- **YOUR OBJECTIVE**
Check each line of the listing below for the string "coordinates", then copy every line that has it.
(GIVEN RECORDS Opens)
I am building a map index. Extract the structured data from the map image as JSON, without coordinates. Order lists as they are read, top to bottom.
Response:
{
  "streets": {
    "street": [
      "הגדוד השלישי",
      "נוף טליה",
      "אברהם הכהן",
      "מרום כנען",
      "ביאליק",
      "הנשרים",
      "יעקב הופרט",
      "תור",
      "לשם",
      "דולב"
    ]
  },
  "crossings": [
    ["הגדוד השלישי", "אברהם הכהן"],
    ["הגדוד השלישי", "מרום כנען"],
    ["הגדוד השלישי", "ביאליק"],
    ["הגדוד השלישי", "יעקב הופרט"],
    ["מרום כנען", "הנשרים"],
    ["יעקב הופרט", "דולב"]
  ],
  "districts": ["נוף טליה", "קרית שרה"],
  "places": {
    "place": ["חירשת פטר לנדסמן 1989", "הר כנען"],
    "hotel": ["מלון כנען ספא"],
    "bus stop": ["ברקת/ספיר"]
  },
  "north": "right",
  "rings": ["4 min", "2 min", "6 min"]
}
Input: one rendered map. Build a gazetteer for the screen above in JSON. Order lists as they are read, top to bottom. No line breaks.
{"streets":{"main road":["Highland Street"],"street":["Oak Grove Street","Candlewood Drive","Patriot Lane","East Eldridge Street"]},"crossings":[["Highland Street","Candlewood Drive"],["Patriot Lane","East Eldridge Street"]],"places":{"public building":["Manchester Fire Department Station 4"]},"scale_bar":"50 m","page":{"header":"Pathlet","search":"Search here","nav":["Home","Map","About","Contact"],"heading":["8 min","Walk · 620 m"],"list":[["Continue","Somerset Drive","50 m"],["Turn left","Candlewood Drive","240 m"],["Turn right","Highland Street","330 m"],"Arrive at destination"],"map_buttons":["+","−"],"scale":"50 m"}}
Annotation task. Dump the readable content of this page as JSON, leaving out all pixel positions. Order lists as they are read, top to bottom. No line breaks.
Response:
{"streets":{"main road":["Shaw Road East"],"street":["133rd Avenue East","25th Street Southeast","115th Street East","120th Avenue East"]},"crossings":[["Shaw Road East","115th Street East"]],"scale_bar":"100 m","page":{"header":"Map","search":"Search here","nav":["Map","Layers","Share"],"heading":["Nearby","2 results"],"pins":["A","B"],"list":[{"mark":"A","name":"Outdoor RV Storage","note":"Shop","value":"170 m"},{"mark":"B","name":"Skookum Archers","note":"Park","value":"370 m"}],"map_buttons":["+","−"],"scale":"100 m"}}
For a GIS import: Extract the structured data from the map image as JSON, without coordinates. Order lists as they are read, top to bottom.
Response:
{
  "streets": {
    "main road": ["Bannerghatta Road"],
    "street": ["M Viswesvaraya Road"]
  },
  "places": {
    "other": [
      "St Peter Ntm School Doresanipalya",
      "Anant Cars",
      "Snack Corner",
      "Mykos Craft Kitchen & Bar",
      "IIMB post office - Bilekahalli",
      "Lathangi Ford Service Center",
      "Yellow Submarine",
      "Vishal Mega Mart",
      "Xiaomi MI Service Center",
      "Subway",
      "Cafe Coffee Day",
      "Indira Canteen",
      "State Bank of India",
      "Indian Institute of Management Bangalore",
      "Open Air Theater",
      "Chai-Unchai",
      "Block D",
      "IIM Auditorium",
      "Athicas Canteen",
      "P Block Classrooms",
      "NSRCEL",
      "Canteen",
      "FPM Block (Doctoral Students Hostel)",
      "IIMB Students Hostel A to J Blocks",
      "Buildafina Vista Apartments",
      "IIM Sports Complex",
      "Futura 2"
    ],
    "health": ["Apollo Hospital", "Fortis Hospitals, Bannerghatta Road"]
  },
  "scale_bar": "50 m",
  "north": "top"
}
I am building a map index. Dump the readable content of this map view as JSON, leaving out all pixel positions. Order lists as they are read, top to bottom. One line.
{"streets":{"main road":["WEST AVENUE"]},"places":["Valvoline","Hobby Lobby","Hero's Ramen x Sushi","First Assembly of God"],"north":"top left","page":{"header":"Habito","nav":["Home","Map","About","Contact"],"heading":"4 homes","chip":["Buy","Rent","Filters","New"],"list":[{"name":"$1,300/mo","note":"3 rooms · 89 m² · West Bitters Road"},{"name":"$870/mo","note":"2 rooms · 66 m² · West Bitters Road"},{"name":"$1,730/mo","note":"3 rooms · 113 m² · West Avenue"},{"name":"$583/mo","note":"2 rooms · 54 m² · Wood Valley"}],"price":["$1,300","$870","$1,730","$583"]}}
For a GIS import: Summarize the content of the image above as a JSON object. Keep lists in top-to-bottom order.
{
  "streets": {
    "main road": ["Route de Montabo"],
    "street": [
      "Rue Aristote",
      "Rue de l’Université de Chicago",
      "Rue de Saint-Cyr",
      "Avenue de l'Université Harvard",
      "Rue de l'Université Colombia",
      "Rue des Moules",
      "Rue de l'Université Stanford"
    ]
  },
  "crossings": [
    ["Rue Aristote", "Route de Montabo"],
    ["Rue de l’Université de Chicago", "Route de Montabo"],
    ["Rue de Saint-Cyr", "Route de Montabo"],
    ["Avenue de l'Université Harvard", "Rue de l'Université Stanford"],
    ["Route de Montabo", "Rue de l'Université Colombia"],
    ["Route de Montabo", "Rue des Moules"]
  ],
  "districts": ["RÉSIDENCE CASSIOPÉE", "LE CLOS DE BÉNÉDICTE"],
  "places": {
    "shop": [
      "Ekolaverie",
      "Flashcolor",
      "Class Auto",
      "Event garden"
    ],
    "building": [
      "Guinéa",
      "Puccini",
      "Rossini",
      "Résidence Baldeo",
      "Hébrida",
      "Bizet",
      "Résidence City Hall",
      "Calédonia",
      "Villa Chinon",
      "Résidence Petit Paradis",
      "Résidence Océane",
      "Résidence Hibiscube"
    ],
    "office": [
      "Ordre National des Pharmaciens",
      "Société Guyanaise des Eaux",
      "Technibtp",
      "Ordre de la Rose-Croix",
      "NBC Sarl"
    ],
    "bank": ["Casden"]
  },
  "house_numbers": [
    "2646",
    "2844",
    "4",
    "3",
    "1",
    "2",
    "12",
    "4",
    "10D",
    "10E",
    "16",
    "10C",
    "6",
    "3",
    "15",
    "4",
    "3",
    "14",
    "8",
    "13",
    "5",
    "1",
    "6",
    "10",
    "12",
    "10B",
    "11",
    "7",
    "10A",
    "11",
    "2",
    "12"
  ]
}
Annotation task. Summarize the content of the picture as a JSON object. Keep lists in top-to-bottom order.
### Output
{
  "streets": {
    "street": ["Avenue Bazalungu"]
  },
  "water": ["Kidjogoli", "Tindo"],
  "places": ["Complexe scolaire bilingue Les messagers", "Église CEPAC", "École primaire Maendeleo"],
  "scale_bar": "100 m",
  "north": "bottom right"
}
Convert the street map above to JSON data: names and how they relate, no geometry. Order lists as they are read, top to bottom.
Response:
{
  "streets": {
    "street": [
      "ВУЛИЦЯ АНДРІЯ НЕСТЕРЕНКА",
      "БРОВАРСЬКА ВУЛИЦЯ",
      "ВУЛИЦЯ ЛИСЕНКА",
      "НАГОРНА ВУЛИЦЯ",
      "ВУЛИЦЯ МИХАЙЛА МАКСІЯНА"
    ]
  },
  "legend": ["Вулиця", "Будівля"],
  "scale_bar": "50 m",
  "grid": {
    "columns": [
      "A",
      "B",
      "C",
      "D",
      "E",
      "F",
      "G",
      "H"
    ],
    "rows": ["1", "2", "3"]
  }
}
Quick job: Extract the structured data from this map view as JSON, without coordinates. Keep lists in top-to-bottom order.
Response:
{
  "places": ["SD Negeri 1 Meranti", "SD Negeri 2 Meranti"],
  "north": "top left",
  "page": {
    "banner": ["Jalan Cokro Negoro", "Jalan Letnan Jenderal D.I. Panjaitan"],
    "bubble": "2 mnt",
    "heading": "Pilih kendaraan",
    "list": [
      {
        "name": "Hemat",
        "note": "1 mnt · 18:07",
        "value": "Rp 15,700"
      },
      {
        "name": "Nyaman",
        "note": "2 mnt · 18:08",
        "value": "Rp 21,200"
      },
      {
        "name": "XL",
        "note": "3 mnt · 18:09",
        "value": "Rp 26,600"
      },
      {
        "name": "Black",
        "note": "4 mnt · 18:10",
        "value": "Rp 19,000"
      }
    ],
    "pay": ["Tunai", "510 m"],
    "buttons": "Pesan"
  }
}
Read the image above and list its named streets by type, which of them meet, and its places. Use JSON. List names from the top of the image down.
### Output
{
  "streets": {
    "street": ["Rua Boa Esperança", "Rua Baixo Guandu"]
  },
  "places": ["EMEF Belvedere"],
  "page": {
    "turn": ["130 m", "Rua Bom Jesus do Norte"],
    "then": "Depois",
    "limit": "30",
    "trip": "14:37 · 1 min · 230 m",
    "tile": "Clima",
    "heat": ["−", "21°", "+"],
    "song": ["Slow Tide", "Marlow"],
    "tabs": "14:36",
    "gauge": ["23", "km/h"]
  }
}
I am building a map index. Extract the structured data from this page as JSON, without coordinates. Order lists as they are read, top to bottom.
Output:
(GIVEN RECORDS Closes)
- **RESULT**
I am building a map index. Extract the structured data from the map image as JSON, without coordinates. Order lists as they are read, top to bottom.
For a GIS import: Extract the structured data from the map image as JSON, without coordinates. Order lists as they are read, top to bottom.
Quick job: Extract the structured data from this map view as JSON, without coordinates. Keep lists in top-to-bottom order.
I am building a map index. Extract the structured data from this page as JSON, without coordinates. Order lists as they are read, top to bottom.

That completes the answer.